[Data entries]
= = =

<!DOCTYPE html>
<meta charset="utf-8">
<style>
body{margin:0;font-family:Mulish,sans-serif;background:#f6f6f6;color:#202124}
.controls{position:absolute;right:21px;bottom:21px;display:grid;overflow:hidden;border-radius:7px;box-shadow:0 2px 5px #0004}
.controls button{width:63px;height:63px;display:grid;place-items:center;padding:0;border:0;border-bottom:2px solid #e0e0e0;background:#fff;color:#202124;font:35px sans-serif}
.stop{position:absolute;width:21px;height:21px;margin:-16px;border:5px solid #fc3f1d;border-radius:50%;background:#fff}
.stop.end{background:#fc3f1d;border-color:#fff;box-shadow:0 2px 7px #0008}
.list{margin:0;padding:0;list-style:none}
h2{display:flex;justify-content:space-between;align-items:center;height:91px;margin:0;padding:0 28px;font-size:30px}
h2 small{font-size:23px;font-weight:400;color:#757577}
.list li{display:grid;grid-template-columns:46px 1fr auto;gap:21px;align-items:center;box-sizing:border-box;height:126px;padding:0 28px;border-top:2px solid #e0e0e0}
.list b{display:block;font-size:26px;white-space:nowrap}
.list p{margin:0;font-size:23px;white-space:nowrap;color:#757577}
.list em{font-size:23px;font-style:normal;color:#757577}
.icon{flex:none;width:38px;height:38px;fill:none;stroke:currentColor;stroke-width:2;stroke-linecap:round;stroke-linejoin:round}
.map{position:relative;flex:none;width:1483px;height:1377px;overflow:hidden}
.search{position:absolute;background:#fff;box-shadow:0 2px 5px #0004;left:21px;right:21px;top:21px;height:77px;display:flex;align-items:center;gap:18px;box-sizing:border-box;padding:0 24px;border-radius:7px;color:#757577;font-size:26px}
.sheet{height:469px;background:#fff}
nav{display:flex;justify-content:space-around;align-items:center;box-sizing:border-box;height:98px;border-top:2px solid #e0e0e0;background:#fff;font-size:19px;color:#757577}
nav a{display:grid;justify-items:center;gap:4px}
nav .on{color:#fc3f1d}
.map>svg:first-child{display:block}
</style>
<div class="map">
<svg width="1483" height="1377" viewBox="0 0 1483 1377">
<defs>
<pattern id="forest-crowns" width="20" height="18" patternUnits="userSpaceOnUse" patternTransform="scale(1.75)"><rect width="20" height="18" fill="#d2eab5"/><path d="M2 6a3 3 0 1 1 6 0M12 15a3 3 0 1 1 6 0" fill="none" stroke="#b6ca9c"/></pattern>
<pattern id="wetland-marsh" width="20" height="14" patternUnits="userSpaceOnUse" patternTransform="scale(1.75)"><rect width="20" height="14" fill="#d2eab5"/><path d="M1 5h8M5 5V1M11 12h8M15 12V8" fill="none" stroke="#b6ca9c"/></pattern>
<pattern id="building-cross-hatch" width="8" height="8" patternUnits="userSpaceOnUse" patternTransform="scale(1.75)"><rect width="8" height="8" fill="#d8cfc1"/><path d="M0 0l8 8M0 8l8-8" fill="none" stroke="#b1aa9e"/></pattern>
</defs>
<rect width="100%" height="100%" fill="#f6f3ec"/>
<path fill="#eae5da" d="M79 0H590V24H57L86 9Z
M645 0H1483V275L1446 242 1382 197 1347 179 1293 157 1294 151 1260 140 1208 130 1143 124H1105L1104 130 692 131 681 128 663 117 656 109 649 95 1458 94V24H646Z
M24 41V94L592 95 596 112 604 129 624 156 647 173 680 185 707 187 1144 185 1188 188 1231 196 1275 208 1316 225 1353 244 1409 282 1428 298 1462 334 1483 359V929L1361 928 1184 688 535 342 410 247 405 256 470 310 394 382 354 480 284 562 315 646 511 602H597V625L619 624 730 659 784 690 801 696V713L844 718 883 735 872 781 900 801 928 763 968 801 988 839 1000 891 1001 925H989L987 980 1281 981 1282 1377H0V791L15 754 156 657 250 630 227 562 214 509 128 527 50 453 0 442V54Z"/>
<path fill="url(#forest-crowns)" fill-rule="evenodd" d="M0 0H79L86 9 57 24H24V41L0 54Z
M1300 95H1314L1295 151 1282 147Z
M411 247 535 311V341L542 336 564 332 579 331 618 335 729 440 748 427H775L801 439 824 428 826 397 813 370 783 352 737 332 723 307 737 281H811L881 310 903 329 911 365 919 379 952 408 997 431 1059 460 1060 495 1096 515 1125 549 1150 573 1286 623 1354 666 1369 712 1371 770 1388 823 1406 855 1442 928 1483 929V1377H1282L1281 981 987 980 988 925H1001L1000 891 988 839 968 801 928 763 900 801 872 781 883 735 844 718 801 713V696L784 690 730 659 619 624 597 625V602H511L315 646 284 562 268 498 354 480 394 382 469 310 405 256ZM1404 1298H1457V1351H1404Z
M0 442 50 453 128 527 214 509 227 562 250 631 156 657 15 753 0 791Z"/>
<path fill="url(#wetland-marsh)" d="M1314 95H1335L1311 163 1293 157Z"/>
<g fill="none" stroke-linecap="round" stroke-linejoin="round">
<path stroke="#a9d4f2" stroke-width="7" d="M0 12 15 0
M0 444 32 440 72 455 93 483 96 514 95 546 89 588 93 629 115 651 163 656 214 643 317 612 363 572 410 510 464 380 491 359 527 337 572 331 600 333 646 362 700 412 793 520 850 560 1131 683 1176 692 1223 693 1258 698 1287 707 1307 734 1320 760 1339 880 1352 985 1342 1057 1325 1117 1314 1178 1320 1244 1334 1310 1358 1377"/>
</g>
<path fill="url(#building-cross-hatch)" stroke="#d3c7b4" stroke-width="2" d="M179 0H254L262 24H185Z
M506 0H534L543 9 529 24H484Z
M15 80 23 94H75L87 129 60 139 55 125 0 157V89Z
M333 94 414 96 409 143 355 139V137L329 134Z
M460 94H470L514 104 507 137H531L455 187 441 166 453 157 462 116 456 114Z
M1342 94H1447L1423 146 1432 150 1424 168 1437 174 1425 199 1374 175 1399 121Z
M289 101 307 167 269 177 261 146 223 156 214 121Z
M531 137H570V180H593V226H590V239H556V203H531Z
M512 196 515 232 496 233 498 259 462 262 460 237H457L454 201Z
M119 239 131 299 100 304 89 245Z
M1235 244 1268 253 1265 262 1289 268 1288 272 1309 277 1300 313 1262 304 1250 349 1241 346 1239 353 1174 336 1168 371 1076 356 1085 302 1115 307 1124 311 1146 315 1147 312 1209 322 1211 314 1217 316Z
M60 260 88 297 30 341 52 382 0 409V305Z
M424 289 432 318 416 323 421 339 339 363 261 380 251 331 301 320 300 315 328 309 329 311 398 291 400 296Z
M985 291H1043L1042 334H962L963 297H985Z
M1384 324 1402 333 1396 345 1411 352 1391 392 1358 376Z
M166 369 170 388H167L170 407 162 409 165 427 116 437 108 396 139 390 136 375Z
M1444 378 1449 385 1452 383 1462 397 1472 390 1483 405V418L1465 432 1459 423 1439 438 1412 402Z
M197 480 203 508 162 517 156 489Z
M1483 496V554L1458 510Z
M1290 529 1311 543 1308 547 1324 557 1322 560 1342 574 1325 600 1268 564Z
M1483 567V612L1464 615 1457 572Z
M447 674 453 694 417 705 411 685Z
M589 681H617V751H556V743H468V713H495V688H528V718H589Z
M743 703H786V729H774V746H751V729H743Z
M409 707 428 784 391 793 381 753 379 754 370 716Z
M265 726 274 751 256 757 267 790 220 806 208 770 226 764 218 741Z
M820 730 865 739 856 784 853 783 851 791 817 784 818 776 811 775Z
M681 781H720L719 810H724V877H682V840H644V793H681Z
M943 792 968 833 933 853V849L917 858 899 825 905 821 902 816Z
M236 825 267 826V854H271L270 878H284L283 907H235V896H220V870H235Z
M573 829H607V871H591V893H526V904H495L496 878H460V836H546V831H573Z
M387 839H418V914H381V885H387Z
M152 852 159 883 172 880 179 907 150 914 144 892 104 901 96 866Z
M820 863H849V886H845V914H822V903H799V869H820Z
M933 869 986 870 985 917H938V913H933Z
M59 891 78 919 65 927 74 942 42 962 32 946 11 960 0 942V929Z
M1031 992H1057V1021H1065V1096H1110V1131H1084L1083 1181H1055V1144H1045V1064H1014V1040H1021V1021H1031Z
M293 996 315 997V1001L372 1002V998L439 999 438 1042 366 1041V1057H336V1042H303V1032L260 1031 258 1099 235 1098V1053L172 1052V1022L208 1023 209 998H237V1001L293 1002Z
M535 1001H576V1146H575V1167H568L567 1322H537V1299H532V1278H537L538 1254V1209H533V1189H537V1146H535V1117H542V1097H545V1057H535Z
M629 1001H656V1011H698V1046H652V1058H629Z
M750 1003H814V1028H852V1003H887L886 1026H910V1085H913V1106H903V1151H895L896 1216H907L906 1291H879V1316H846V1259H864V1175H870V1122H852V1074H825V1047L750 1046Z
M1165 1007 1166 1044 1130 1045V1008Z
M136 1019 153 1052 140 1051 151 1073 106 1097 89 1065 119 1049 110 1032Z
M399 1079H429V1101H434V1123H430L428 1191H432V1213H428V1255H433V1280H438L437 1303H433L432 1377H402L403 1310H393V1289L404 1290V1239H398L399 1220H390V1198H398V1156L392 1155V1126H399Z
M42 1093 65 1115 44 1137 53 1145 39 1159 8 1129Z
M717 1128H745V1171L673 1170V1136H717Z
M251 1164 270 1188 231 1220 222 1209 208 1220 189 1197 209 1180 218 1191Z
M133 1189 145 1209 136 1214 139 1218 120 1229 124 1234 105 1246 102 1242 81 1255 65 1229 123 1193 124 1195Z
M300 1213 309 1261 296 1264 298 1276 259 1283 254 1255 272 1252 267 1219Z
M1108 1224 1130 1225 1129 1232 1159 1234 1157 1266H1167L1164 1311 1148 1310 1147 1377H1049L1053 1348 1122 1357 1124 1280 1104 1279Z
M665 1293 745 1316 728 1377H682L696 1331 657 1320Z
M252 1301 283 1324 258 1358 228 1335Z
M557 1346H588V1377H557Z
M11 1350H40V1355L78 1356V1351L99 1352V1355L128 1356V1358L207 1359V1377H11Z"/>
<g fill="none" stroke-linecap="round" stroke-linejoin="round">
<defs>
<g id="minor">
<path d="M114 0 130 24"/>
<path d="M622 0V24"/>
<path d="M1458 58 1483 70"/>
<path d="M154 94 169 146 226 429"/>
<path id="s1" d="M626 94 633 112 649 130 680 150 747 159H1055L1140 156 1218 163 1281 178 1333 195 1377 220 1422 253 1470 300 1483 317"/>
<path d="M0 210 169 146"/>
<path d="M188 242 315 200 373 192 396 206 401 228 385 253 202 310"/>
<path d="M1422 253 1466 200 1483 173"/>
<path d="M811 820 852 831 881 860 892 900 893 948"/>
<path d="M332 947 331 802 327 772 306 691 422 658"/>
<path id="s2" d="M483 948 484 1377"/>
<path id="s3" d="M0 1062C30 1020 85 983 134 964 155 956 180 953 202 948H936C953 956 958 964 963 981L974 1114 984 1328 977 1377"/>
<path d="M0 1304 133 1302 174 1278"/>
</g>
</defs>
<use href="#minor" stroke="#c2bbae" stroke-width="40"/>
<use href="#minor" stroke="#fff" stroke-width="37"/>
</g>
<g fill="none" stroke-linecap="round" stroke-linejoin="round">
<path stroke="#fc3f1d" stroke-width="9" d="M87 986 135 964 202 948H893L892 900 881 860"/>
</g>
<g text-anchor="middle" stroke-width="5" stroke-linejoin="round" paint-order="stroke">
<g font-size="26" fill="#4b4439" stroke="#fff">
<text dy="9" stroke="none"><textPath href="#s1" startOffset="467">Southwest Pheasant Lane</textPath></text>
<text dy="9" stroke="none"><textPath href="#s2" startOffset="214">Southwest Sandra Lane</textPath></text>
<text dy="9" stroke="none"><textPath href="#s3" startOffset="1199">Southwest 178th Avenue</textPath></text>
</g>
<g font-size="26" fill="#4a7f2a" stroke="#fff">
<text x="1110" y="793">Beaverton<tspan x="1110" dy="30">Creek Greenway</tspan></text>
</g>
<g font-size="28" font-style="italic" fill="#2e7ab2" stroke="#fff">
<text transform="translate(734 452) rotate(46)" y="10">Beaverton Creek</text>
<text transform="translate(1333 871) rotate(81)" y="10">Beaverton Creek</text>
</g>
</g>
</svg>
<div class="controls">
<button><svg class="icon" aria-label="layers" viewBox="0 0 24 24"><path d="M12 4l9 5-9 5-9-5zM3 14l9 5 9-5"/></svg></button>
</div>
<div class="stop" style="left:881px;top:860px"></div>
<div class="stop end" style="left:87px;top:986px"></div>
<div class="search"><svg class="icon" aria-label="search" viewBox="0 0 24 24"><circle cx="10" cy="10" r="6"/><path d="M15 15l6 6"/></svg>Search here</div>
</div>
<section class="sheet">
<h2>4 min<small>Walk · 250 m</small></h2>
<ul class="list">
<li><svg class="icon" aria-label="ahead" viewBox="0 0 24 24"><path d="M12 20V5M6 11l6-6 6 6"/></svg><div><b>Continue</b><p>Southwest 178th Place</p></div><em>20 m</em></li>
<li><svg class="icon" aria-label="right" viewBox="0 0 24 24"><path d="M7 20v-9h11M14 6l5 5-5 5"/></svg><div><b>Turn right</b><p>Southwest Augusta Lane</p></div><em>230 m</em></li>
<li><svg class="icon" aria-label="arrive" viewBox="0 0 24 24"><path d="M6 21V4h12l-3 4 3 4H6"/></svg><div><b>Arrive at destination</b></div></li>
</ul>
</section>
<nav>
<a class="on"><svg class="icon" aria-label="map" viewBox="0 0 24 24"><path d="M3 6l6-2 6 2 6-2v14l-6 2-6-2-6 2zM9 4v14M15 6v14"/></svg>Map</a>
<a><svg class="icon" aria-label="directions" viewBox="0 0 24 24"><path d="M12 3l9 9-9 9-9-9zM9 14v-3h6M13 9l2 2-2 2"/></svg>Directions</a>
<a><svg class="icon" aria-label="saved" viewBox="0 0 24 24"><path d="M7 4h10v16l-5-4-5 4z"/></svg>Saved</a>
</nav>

= = =

**EXERCISE DIRECTIONS**:
If a line in the records includes the string "controls", copy it.

**TASK ANSWER**:
.controls{position:absolute;right:21px;bottom:21px;display:grid;overflow:hidden;border-radius:7px;box-shadow:0 2px 5px #0004}
.controls button{width:63px;height:63px;display:grid;place-items:center;padding:0;border:0;border-bottom:2px solid #e0e0e0;background:#fff;color:#202124;font:35px sans-serif}
<div class="controls">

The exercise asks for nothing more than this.